1. ## Legendre Symbol (Urgent)

Let Fn = 2^(2n) + 1, the nth Fermat number. The following is used as a test for the primeness of Fn. Fn is prime if and only if 3^1/(2(Fn−1)) = −1 (mod Fn).

Prove the validity of the test as follows:
(a) If Fn is prime, calculate the Legendre symbol 3/Fn and so show that 3^1/(2(Fn−1)) = -1 (mod Fn)

(b) If 3^(1/2(Fn−1)) = -1 (mod Fn), and q is any prime dividing Fn, show that the order of 3 modulo q is Fn − 1 and so deduce that Fn is prime.

Got the question wrong, my bad. (Edited)

2. I think you meant $\displaystyle F_n=(2)^{2^n}+1$
Part a) Since $\displaystyle F_n$ is a prime, by Euler's criterion $\displaystyle 3^{\frac{F_n-1}{2}}\equiv(\frac{3}{F_n})(mod F_n)$
Since $\displaystyle F_n=(2)^{2^n}+1\equiv1 (mod4)$
By Law of Quadratic Reciprocity, $\displaystyle (\frac{3}{F_n})=(\frac{F_n}{3})=(\frac{(2)^{2^n}+1 }{3})$ (*)
Since $\displaystyle 2\equiv-1 (mod 3)$
(*)$\displaystyle =(\frac{(-1)^{2^n}+1}{3})=(\frac{1+1}{3})=(\frac{2}{3})=-1$
Hence, $\displaystyle 3^{\frac{F_n-1}{2}}\equiv -1 (mod F_n)$

3. Originally Posted by Richmond
(b) If 3^(1/2(Fn−1)) = 1 (mod Fn), and q is any prime dividing Fn, show that the order of 3 modulo q is Fn − 1 and so deduce that Fn is prime.
This makes no sense. Because if $\displaystyle q>3$ is a prime dividing $\displaystyle F_n$ then order of $\displaystyle 3$ is at most $\displaystyle q-1$. How can it be $\displaystyle F_n - 1 \geq q - 1$?

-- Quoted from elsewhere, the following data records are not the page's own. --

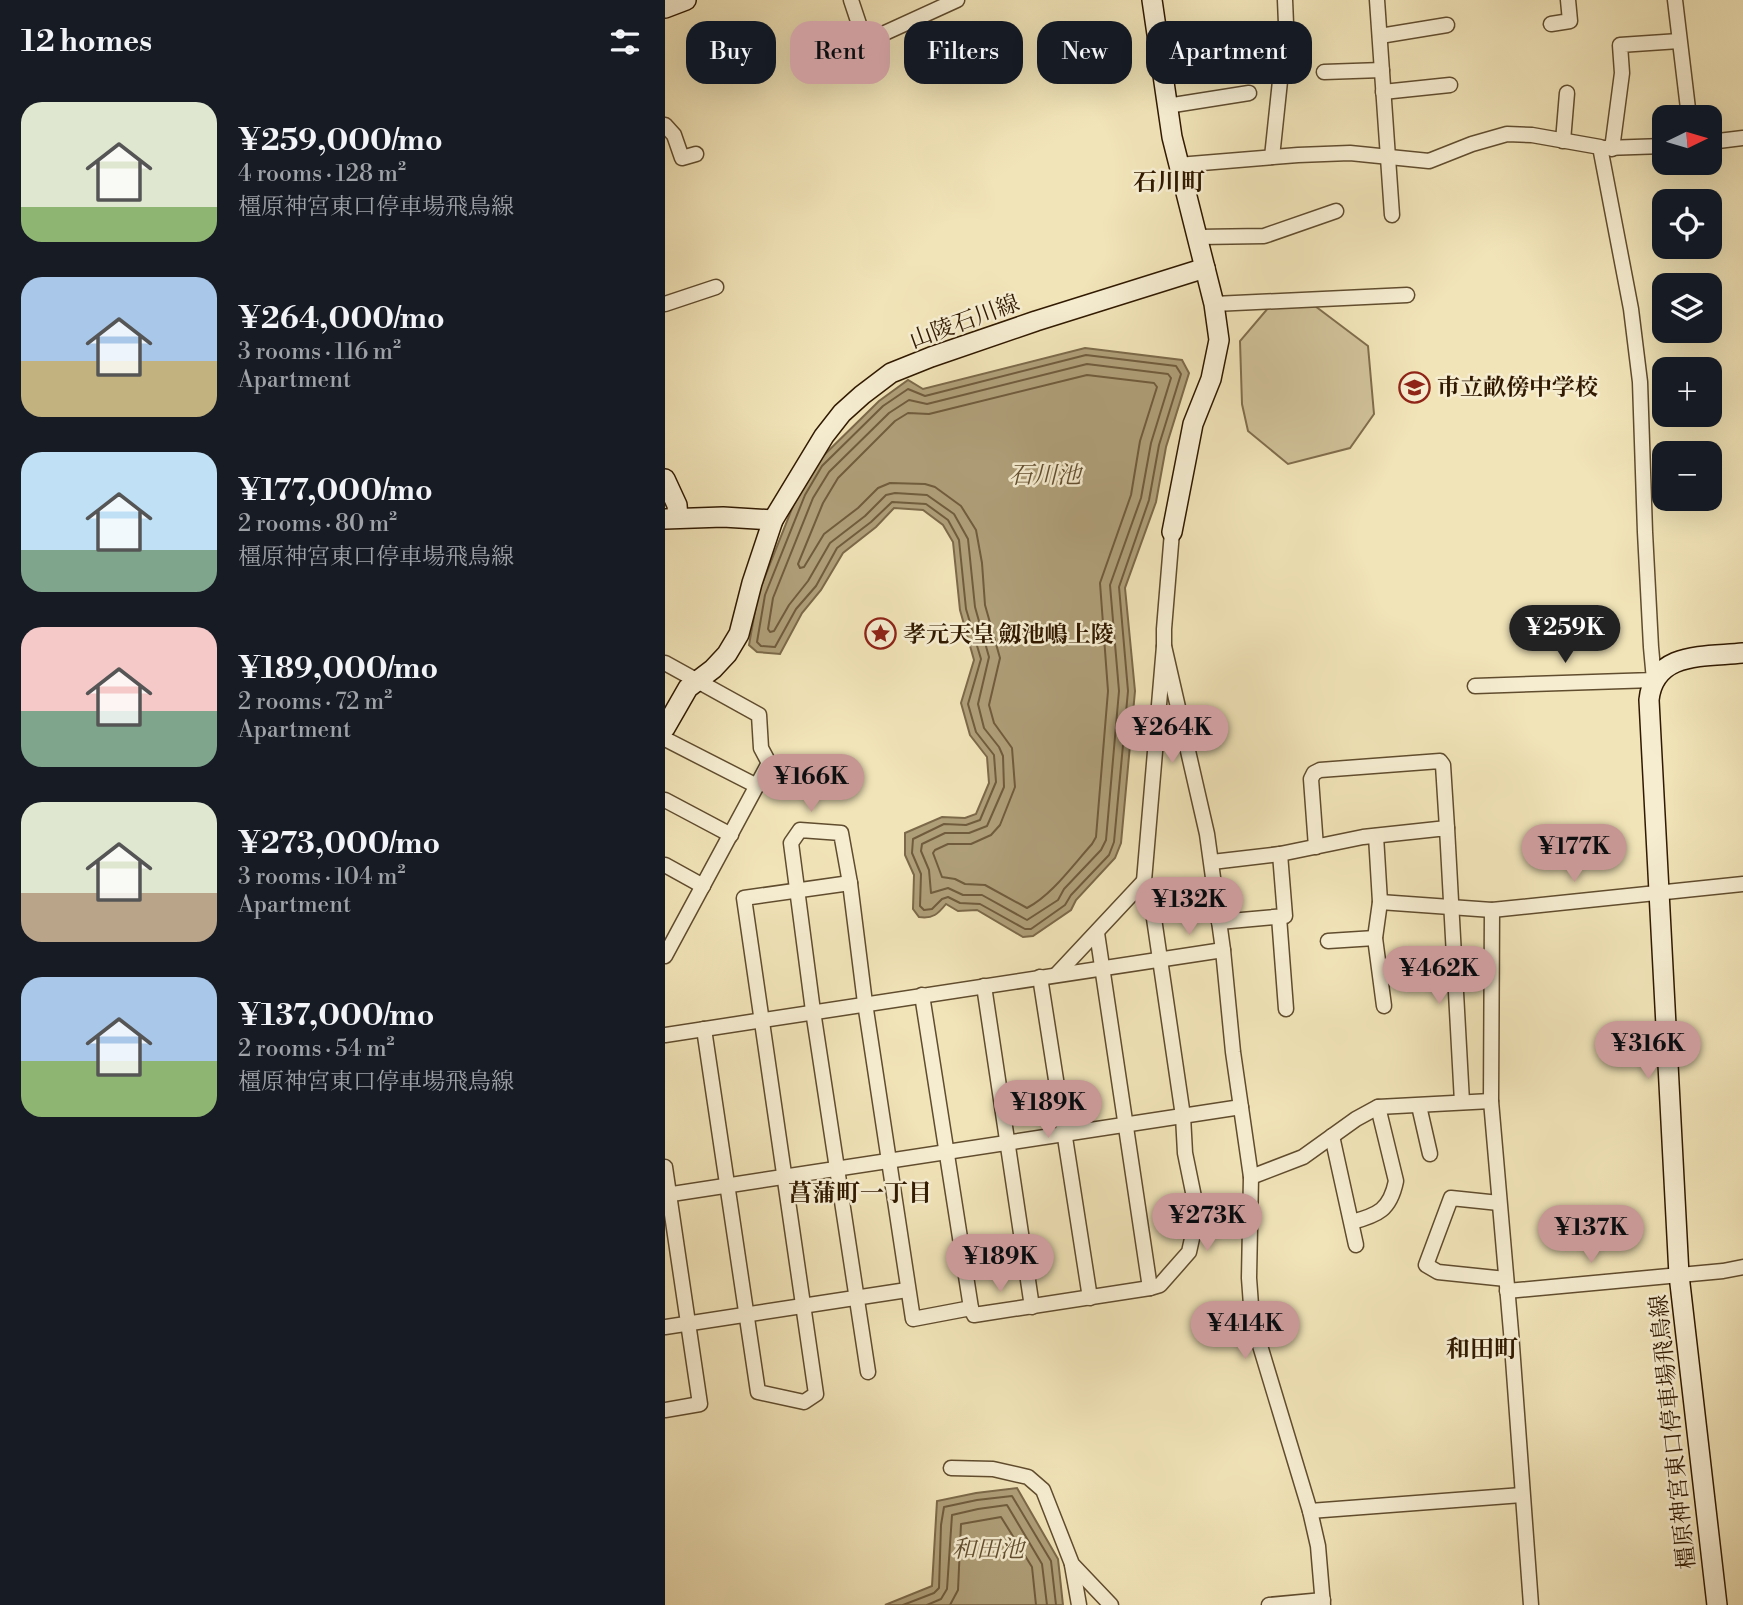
<!DOCTYPE html>
<html lang="en">
<head>
<meta charset="utf-8">
<style>
	body { margin:0; font-family:"Libre Bodoni","Noto Serif JP",serif; background:#242831; color:#f1f3f6; height:100vh; display:flex; flex-direction:column; font-size:26px; white-space:nowrap }
	* { box-sizing:border-box; margin:0 }
	p { font-size:23px; color:#9ea1a6 }
	.icon { flex:none; width:38px; height:38px; fill:none; stroke:currentColor; stroke-width:2; stroke-linecap:round; stroke-linejoin:round }
	.map { position:relative; flex:1; overflow:hidden }
	.drawer { display:flex; flex-direction:column; background:#171b24; width:665px }
	.drawer>* { flex:none }
	.hud { position:absolute; left:21px; top:21px; width:665px; height:63px; display:flex; gap:14px }
	.needle { width:46px; rotate:85deg }
	.controls { position:absolute; left:987px; top:105px; display:grid; gap:14px }
	.controls a { display:grid; place-items:center; width:70px; height:70px; border-radius:14px; background:#171b24; box-shadow:0 7px 28px #0002; font-size:35px }
	.price { position:absolute; translate:-50% -60px; padding:0 16px; border-radius:24px; background:#c59692; color:#111; font-size:23px; line-height:46px; filter:drop-shadow(0 2px 4px #0008) }
	.price::after { content:''; position:absolute; left:50%; top:42px; width:21px; height:16px; margin-left:-10px; background:inherit; clip-path:polygon(0 0,100% 0,50% 100%) }
	.price.current { background:#222; color:#fff }
	ul { padding:0; list-style:none }
	li { display:flex; align-items:center; gap:21px; height:175px; padding:0 21px }
	li span { display:grid; place-items:center; flex:none; width:196px; height:140px; border-radius:21px; color:#555 }
	li>.icon { margin-inline-start:auto }
	span .icon { width:84px; height:84px; fill:#fffc; stroke-width:1 }
	li b { font-size:30px }
	h2 { display:flex; justify-content:space-between; align-items:center; height:84px; padding:0 21px; font-size:30px }
	.pill { padding:0 24px; border-radius:21px; background:#171b24; box-shadow:0 7px 28px #0002; font-size:24px; line-height:63px }
	.pill.current { background:#c59692; color:#111 }
	main { display:flex; flex:1; min-height:0 }
	.map>svg:first-child { display:block }
	.green { fill:#d0c199; stroke:#806d4c; stroke-width:2 }
	.water { fill:#af9f79; stroke:#7c6949; stroke-width:2 }
	.lines { fill:none; stroke-linecap:round; stroke-linejoin:round }
	.shore { stroke:#705c3c; stroke-width:2 }
	.street-casing { stroke:#604c2e; stroke-width:17 }
	.secondary-casing { stroke:#301900; stroke-width:22 }
	.street { stroke:#f6edd1; stroke-width:14 }
	.secondary { stroke:#f6edd1; stroke-width:19 }
	.labels { text-anchor:middle; stroke-width:5; stroke-linejoin:round; paint-order:stroke }
	.street-label { font-size:23px; fill:#301900; stroke:#f6edd1 }
	.poi-label { font-size:23px; font-weight:bold; fill:#301900; stroke:#f6edd1; text-anchor:start }
	.neighbourhood-label { font-size:24px; font-weight:bold; fill:#301900; stroke:#f6edd1 }
	.water-label { font-size:24px; font-style:italic; fill:#634f30; stroke:#f6edd1 }
</style>
</head>
<body>
<main>
<section class="drawer">
<h2>12 homes<svg class="icon" aria-label="filters" viewBox="0 0 24 24"><path d="M4 7h16M4 17h16"/><circle cx="9" cy="7" r="2"/><circle cx="15" cy="17" r="2"/></svg></h2>
<ul>
<li><span style="background:linear-gradient(#dfe7d0 75%,#8fb573 0)"><svg class="icon" aria-label="home" viewBox="0 0 24 24"><path d="M3 11l9-7 9 7M6 9v11h12V9"/></svg></span><div><b>¥259,000/mo</b><p>4 rooms · 128 m²</p><p>橿原神宮東口停車場飛鳥線</p></div></li>
<li><span style="background:linear-gradient(#a9c7e8 60%,#c2b280 0)"><svg class="icon" aria-label="home" viewBox="0 0 24 24"><path d="M3 11l9-7 9 7M6 9v11h12V9"/></svg></span><div><b>¥264,000/mo</b><p>3 rooms · 116 m²</p><p>Apartment</p></div></li>
<li><span style="background:linear-gradient(#bfe0f5 70%,#7fa58c 0)"><svg class="icon" aria-label="home" viewBox="0 0 24 24"><path d="M3 11l9-7 9 7M6 9v11h12V9"/></svg></span><div><b>¥177,000/mo</b><p>2 rooms · 80 m²</p><p>橿原神宮東口停車場飛鳥線</p></div></li>
<li><span style="background:linear-gradient(#f6c9c9 60%,#7fa58c 0)"><svg class="icon" aria-label="home" viewBox="0 0 24 24"><path d="M3 11l9-7 9 7M6 9v11h12V9"/></svg></span><div><b>¥189,000/mo</b><p>2 rooms · 72 m²</p><p>Apartment</p></div></li>
<li><span style="background:linear-gradient(#dfe7d0 65%,#b9a48a 0)"><svg class="icon" aria-label="home" viewBox="0 0 24 24"><path d="M3 11l9-7 9 7M6 9v11h12V9"/></svg></span><div><b>¥273,000/mo</b><p>3 rooms · 104 m²</p><p>Apartment</p></div></li>
<li><span style="background:linear-gradient(#a9c7e8 60%,#8fb573 0)"><svg class="icon" aria-label="home" viewBox="0 0 24 24"><path d="M3 11l9-7 9 7M6 9v11h12V9"/></svg></span><div><b>¥137,000/mo</b><p>2 rooms · 54 m²</p><p>橿原神宮東口停車場飛鳥線</p></div></li>
</ul>
</section>
<div class="map">
<svg width="1078" height="1605" viewBox="0 0 1078 1605">
	<rect width="100%" height="100%" fill="#f1e4b8"/>
	<filter id="stains"><feTurbulence type="fractalNoise" baseFrequency=".00286" numOctaves="4"/><feColorMatrix values="0 0 0 0 .2 0 0 0 0 .09 0 0 0 0 .02 0 0 0 .5 -.17"/></filter>
	<radialGradient id="worn" r=".72"><stop offset=".6" stop-color="#630" stop-opacity="0"/><stop offset="1" stop-color="#630" stop-opacity=".3"/></radialGradient>
	<polygon class="green" points="646,303 703,346 709,414 685,448 623,464 583,431 577,404 575,341 604,307"/>
	<g class="water">
		<path d="M420,348L517,360L524,373L501,447L491,502L460,588L470,691L456,843L450,858L411,900L406,910L368,936L358,937L312,910L293,911L281,904C273,914 268,919 254,917L248,909L249,875L240,855V833L277,817L300,818L311,814L324,783L322,757L305,735L296,703L309,660L295,610L288,542L278,525L258,510L229,508L211,527L178,553L156,590L137,613L115,654L92,652L84,645L93,594L134,491L152,462L214,401L243,380L258,389Z"/>
		<polygon points="352,1488 393,1559 398,1605 220,1605 267,1586 272,1501 311,1493"/>
	</g>
	<g class="lines">
		<g class="shore">
			<polygon points="421,355 511,366 516,374 494,445 484,500 454,587 463,691 449,842 444,855 406,895 400,905 366,929 360,929 315,904 295,903 283,897 277,899 267,909 259,910 255,906 256,874 247,853 248,839 279,824 301,825 315,820 331,782 329,755 311,732 303,704 316,659 301,609 294,540 283,520 261,504 227,502 206,522 172,548 151,586 131,609 110,647 96,646 92,642 100,595 140,495 157,466 218,406 243,389 260,396"/>
			<polygon points="422,364 503,374 506,378 486,443 476,498 445,585 454,691 441,840 436,850 399,889 393,900 362,920 317,895 298,895 283,888 266,893 264,870 256,851 257,844 280,833 304,833 322,826 339,787 338,756 334,747 319,728 313,704 324,657 310,607 303,539 289,514 262,495 230,493 221,495 200,516 165,543 143,581 124,605 109,631 105,632 103,629 108,598 148,498 164,472 224,413 244,400 262,404"/>
			<path d="M422,375L489,383L492,387L475,441L466,495L435,583L443,691L431,837L427,844C408,865 387,895 362,908L320,885L300,884L290,879L277,877L268,853L270,850L283,844H306L326,835L335,825L350,787L347,748L329,723L324,705L335,658L320,605L317,563L311,530L296,506L270,487L260,484L225,483L213,488L193,508L159,534L139,567L135,568L133,564L158,503L173,478L230,421L243,413L264,414Z"/>
			<polyline points="238,1605 269,1593 274,1588 276,1525 279,1507 312,1500 347,1496 386,1561 391,1605"/>
			<polyline points="262,1605 276,1599 282,1589 287,1515 313,1509 342,1505 377,1564 382,1605"/>
			<polyline points="285,1605 293,1590 296,1524 336,1517 367,1567 371,1605"/>
		</g>
		<defs>
			<g id="street">
				<polyline points="186,0 200,42 292,0"/>
				<polyline points="712,0 727,215"/>
				<polyline points="1010,0 1024,117"/>
				<polyline points="886,24 905,21 903,0"/>
				<polyline points="715,36 782,25"/>
				<polyline points="495,59 598,47"/>
				<polyline points="659,72 717,70"/>
				<polyline points="718,92 785,85"/>
				<polyline points="502,106 584,93"/>
				<polyline points="0,125 9,135 17,158 31,154"/>
				<polyline points="898,141 902,93"/>
				<polyline points="1045,142 1078,138"/>
				<polyline points="940,148 999,146"/>
				<polyline points="947,149 957,73 955,45 1014,41"/>
				<polyline points="607,157 621,24 620,0"/>
				<polyline points="513,165 633,155 685,153 764,161 807,144 842,134 867,135 935,147 966,309 975,382 980,532 986,647 989,680 810,686"/>
				<polyline points="533,237 599,236 671,211"/>
				<polyline points="0,304 51,287"/>
				<polyline points="549,304 742,295"/>
				<polyline points="507,532 499,629 499,646 542,834 558,950 568,1052 586,1177 584,1278 587,1319 645,1511 653,1546 658,1605"/>
				<polyline points="0,663 94,715 96,748 104,763 0,956"/>
				<polyline points="0,739 92,786"/>
				<polyline points="0,800 66,835"/>
				<polyline points="711,836 715,902 710,938 719,1006"/>
				<polyline points="651,847 646,779 649,773 655,770 775,761 778,765 782,828"/>
				<polyline points="547,862 615,854 698,837 782,828 797,1102"/>
				<polyline points="0,865 38,886"/>
				<polyline points="715,902 827,910 1078,884"/>
				<polyline points="827,910 826,1101 846,1332 866,1605"/>
				<polyline points="614,917 621,1009"/>
				<polyline points="554,922 620,916 615,854"/>
				<polyline points="432,933 485,1288"/>
				<polyline points="663,941 710,938"/>
				<polyline points="392,974 479,881"/>
				<polyline points="375,977 425,1298"/>
				<polyline points="319,986 367,1307"/>
				<polyline points="257,995 306,1308"/>
				<polyline points="39,1029 93,1392 139,1402 151,1394 79,898 185,883"/>
				<polyline points="0,1035 558,950"/>
				<polyline points="754,1106 765,1154"/>
				<polyline points="667,1136 691,1245"/>
				<polyline points="0,1167 35,1404 0,1410"/>
				<polyline points="586,1177 638,1157 691,1119 713,1107 826,1101"/>
				<polyline points="0,1195 576,1107"/>
				<polyline points="834,1203 786,1198 761,1265 773,1272 841,1279"/>
				<path d="M687,1222C713,1215 725,1210 731,1181L713,1107"/>
				<polyline points="842,1291 1058,1271 1078,1267"/>
				<polyline points="0,1327 242,1290"/>
				<polyline points="203,1372 148,1011 126,843 135,830 176,833 185,883 200,1003 248,1319 306,1308 309,1315 485,1288 495,1285 524,1252 530,1225 529,1197 520,1153 518,1116 486,898 479,881 499,646"/>
				<polyline points="286,1468 328,1469 363,1477 378,1490 407,1564 446,1605"/>
				<polyline points="645,1511 857,1495"/>
				<polyline points="407,1565 414,1605"/>
				<polyline points="604,1605 658,1600"/>
			</g>
			<g id="secondary">
				<polyline points="487,0 507,137 549,304 554,340 546,379 528,424 507,532"/>
				<polyline points="0,8 21,0"/>
				<polyline points="0,479 12,505 13,518"/>
				<polyline points="0,519 58,517 108,520"/>
				<polyline points="0,728 23,688 48,669 62,654 74,634 87,583 108,520 159,436 177,413 197,395 226,373 266,357 371,321 540,268"/>
				<path d="M1052,1605L1014,1275L984,700C989,651 1040,657 1078,653"/>
			</g>
		</defs>
		<use href="#street" class="street-casing"/>
		<use href="#secondary" class="secondary-casing"/>
		<use href="#street" class="street"/>
		<use href="#secondary" class="secondary"/>
	</g>
	<defs>
		<symbol id="school-ring" viewBox="-11 -11 22 22"><circle r="9.5" fill="#f6edd1" stroke="#8f2418" stroke-width="1.5"/><path d="M0-5L7-2L0 1L-7-2ZM-4 1L0 2.5L4 1V4Q0 6-4 4Z" fill="#8f2418"/></symbol>
		<symbol id="sight-ring" viewBox="-11 -11 22 22"><circle r="9.5" fill="#f6edd1" stroke="#8f2418" stroke-width="1.5"/><path d="M0-6L1.8-2.2L6-1.7L2.9 1.2L3.7 5.4L0 3.3L-3.7 5.4L-2.9 1.2L-6-1.7L-1.8-2.2Z" fill="#8f2418"/></symbol>
	</defs>
	<g fill-rule="evenodd">
		<use href="#school-ring" x="732" y="370" width="35" height="35"/>
		<use href="#sight-ring" x="198" y="616" width="35" height="35"/>
	</g>
	<g class="labels">
		<g class="street-label">
			<text transform="translate(299 321) rotate(-20)" y="8">山陵石川線</text>
			<text transform="translate(1007 1432) rotate(-96)" y="8">橿原神宮東口停車場飛鳥線</text>
		</g>
		<g class="poi-label">
			<text x="772" y="395">市立畝傍中学校</text>
			<text x="238" y="642">孝元天皇 劔池嶋上陵</text>
		</g>
		<g class="neighbourhood-label">
			<text x="504" y="190">石川町</text>
			<text x="195" y="1201">菖蒲町一丁目</text>
			<text x="817" y="1357">和田町</text>
		</g>
		<g class="water-label">
			<text x="380" y="483">石川池</text>
			<text x="323" y="1557">和田池</text>
		</g>
	</g>
	<rect width="100%" height="100%" filter="url(#stains)"/>
	<rect width="100%" height="100%" fill="url(#worn)"/>
</svg>
<div class="controls">
<a><svg class="needle" viewBox="-14 -14 28 28"><path d="M0-13l5 13h-10z" fill="#e53935"/><path d="M0 13l5-13h-10z" fill="#9ea1a6"/></svg></a>
<a><svg class="icon" aria-label="locate" viewBox="0 0 24 24"><circle cx="12" cy="12" r="6"/><path d="M12 2v4M12 18v4M2 12h4M18 12h4"/></svg></a>
<a><svg class="icon" aria-label="layers" viewBox="0 0 24 24"><path d="M12 4l9 5-9 5-9-5zM3 14l9 5 9-5"/></svg></a>
<a>+</a>
<a>−</a>
</div>
<b class="price current" style="left:900px;top:665px">¥259K</b>
<b class="price" style="left:507px;top:765px">¥264K</b>
<b class="price" style="left:146px;top:814px">¥166K</b>
<b class="price" style="left:909px;top:884px">¥177K</b>
<b class="price" style="left:524px;top:937px">¥132K</b>
<b class="price" style="left:774px;top:1006px">¥462K</b>
<b class="price" style="left:983px;top:1081px">¥316K</b>
<b class="price" style="left:383px;top:1140px">¥189K</b>
<b class="price" style="left:542px;top:1253px">¥273K</b>
<b class="price" style="left:926px;top:1265px">¥137K</b>
<b class="price" style="left:335px;top:1294px">¥189K</b>
<b class="price" style="left:580px;top:1361px">¥414K</b>
<div class="hud">
<a class="pill">Buy</a>
<a class="pill current">Rent</a>
<a class="pill">Filters</a>
<a class="pill">New</a>
<a class="pill">Apartment</a>
</div>
</div>
</main>
</body>
</html>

4. Richmond, can you check these two conditions given that $\displaystyle 3^{\frac{F_n-1}{2}}\equiv -1 (mod F_n)$
1) $\displaystyle 3^{F_n-1}\equiv 1 (mod F_n)$.
2) $\displaystyle 3^q$ is not congruent to $\displaystyle 1 (mod F_n)$ for proper divisor q of $\displaystyle F_n-1$
I think that would show that $\displaystyle F_n$ is prime.

5. oh I'm sorry, got the question wrong

Its 3^1/(2(Fn−1)) = -1 (mod Fn).

Anyway what program do u guys use to put accurate mathematical symbols?